On Tuesday November 29, paul.clements@xxxxxxxxxxxx wrote:
> Hi Neil,
> 
> Glad to see this patch is making its way to mainline. I have a couple of 
> questions on the patch, though...

Thanks for reviewing the code - I really value that!

> 
> NeilBrown wrote:
> 
> > +	if (uptodate || conf->working_disks <= 1) {
> 
> Is it valid to mask a read error just because we have only 1 working disk?
> 

The purpose of this was that if there is only one working disk, there
is nothing we can do in the face of a read error, except return it
upstream.  However I did get the logic immediately after that wrong as
I discovered when I was porting it across to raid10.  Patch will be
out shortly.

> 
> 
> > +				do {
> > +					rdev = conf->mirrors[d].rdev;
> > +					if (rdev &&
> > +					    test_bit(In_sync, &rdev->flags) &&
> > +					    sync_page_io(rdev->bdev,
> > +							 sect + rdev->data_offset,
> > +							 s<<9,
> > +							 conf->tmppage, READ))
> > +						success = 1;
> > +					else {
> > +						d++;
> > +						if (d == conf->raid_disks)
> > +							d = 0;
> > +					}
> > +				} while (!success && d != r1_bio->read_disk);
> > +
> > +				if (success) {
> > +					/* write it back and re-read */
> > +					while (d != r1_bio->read_disk) {
> 
> Here, it looks like if we retry the read on the same disk that just gave 
> the read error, then we will not do any re-writes? I assume that is 
> intentional? I guess it's a judgment call whether the sector is really 
> bad at that point.

The read that failed was quite possibly a very large multipage read -
64K maybe (depends a lot on the filesystem).
What I do is walk through that one page at a time and retry the read.
If the re-read succeeds, then I assume the failure that stopped the
original (possibly larger) request was somewhere else, and I move on.

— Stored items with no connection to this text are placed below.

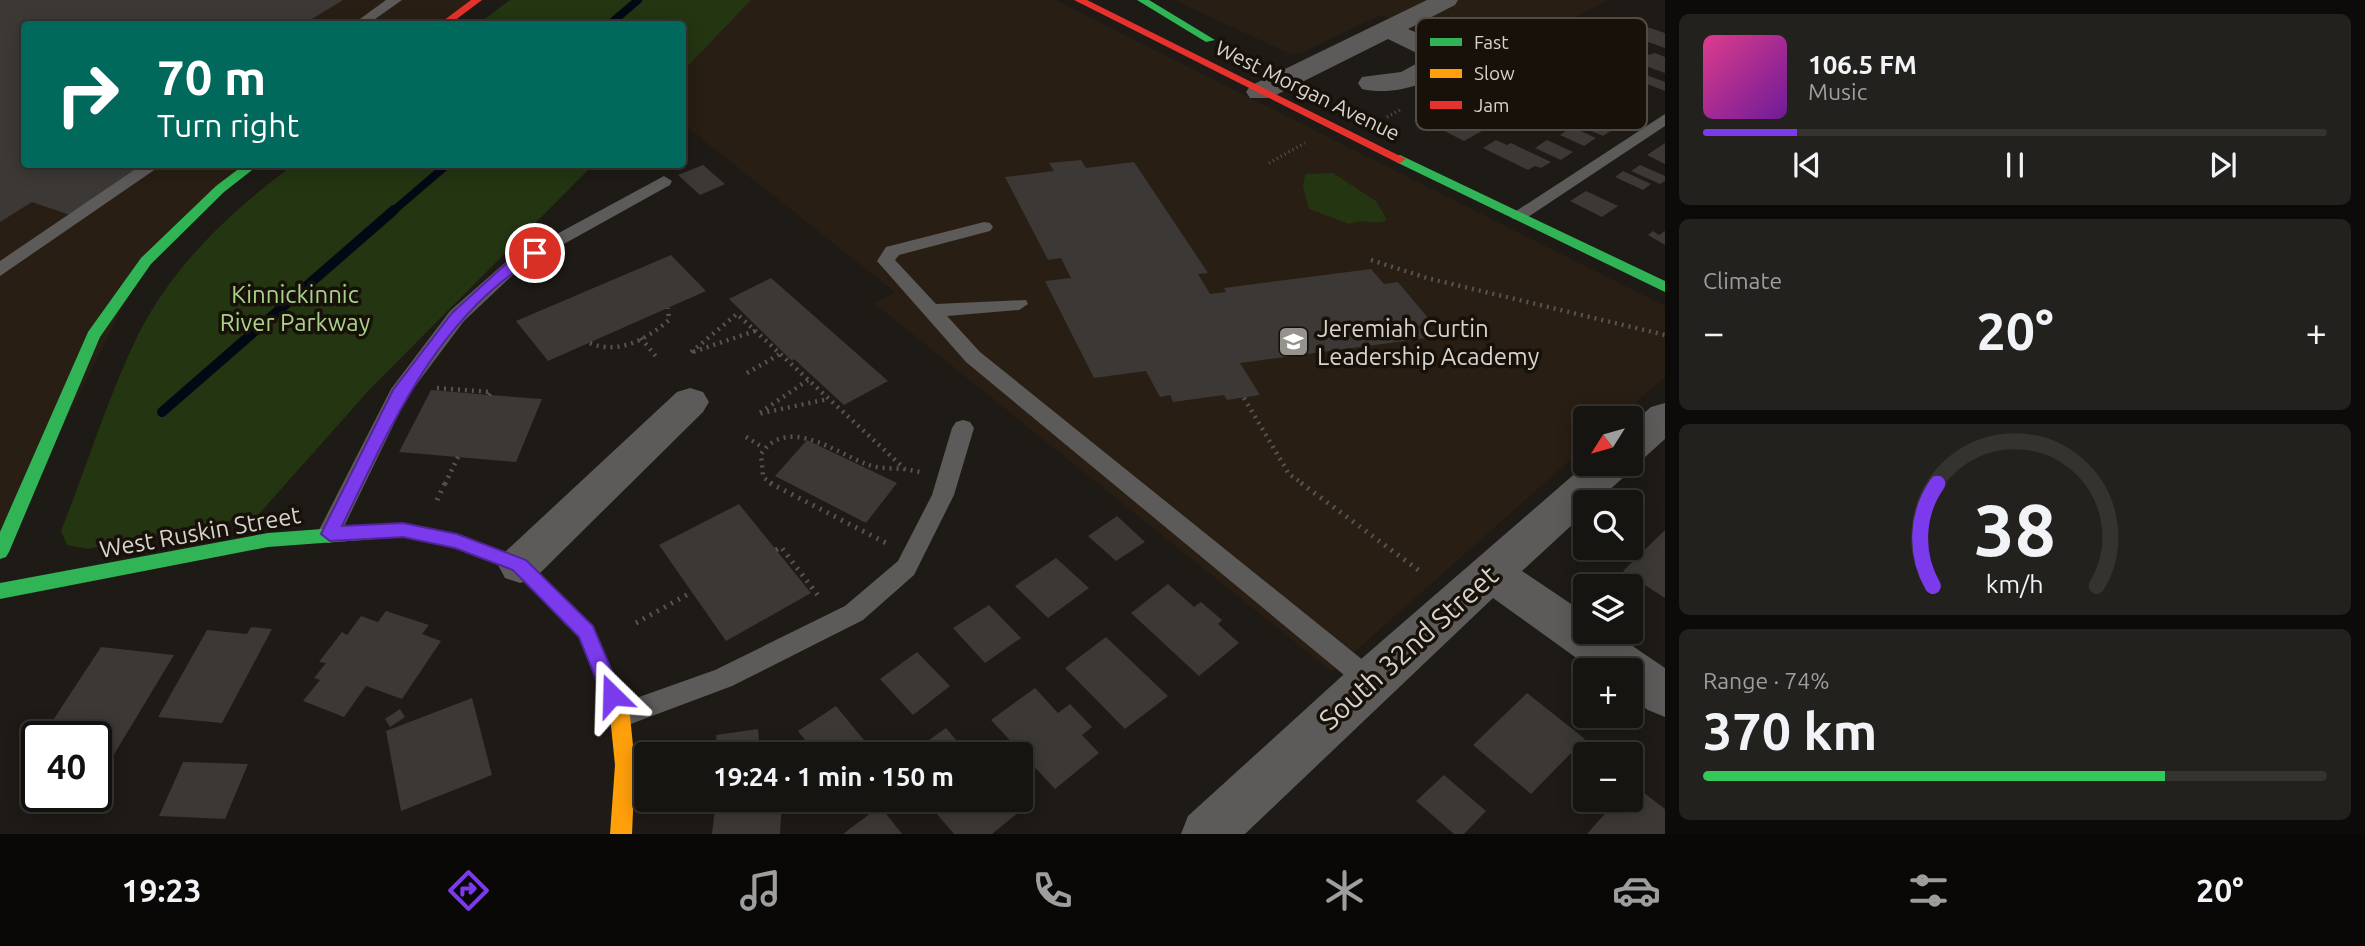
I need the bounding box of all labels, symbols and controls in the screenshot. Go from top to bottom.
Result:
legend [1416,18,1647,130]
text: Fast [1474,31,1509,53]
street label: West Morgan Avenue [1212,35,1404,145]
icon: right [42,49,133,140]
text: 70 m [157,49,266,104]
text: 106.5 FM [1808,50,1917,79]
text: Slow [1474,62,1515,84]
text: Music [1808,79,1867,104]
text: Jam [1474,94,1510,116]
text: Turn right [157,107,299,143]
icon: previous [1788,146,1826,184]
icon: pause [1996,146,2034,184]
icon: next [2204,146,2242,184]
pin [505,223,565,283]
icon: arrive [516,234,554,272]
text: Climate [1703,268,1782,293]
park label: Kinnickinnic River Parkway [220,281,371,336]
text: 20° [1976,302,2054,360]
text: − [1703,311,1724,353]
text: + [2306,311,2327,353]
place label: Jeremiah Curtin Leadership Academy [1317,315,1540,370]
school or university icon: Jeremiah Curtin Leadership Academy [1277,325,1311,359]
north arrow [1573,406,1643,476]
map controls [1573,406,1643,812]
text: 38 [1974,488,2056,570]
button: search [1573,490,1643,560]
street label: West Ruskin Street [97,501,303,563]
street label: South 32nd Street [1313,559,1503,735]
text: km/h [1986,569,2044,597]
button: layers [1573,574,1643,644]
position arrow [575,658,649,732]
button: + [1573,658,1643,728]
text: Range · 74% [1703,668,1830,693]
text: 370 km [1703,702,1877,760]
speed limit sign: 40 [21,721,112,812]
button: − [1573,742,1643,812]
text: 19:24 · 1 min · 150 m [713,762,954,791]
icon: directions [444,866,493,915]
icon: music [736,866,785,915]
icon: phone [1028,866,1077,915]
icon: climate [1320,866,1369,915]
icon: car [1612,866,1661,915]
icon: filters [1904,866,1953,915]
text: 19:23 [121,872,202,908]
text: 20° [2196,872,2244,908]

So yes, if a block sometimes fails, and then succeeds again on the
next read, we might not try to 'fix' it.  Is that likely to happen I
wonder?? 

> 
> > +						if (d==0)
> > +							d = conf->raid_disks;
> > +						d--;
> > +						rdev = conf->mirrors[d].rdev;
> > +						if (rdev &&
> > +						    test_bit(In_sync, &rdev->flags)) {
> > +							if (sync_page_io(rdev->bdev,
> > +									 sect + rdev->data_offset,
> > +									 s<<9, conf->tmppage, WRITE) == 0 ||
> > +							    sync_page_io(rdev->bdev,
> > +									 sect + rdev->data_offset,
> > +									 s<<9, conf->tmppage, READ) == 0) {
> > +								/* Well, this device is dead */
> > +								md_error(mddev, rdev);
> 
> Here, we might have gotten garbage back from the sync_page_io(..., 
> READ), if it failed. So don't we have to quit the re-write loop at this 
> point? Otherwise, aren't we potentially writing bad data over other 
> disks? Granted, this particular case might never actually happen in the 
> real world.

Yes, you are right.  I guess I really should be reading back into a
different buffer just in case something goes screwy...
Or maybe I could do all the writes, and then do all the reads in a
separate loop - that would be just as safe.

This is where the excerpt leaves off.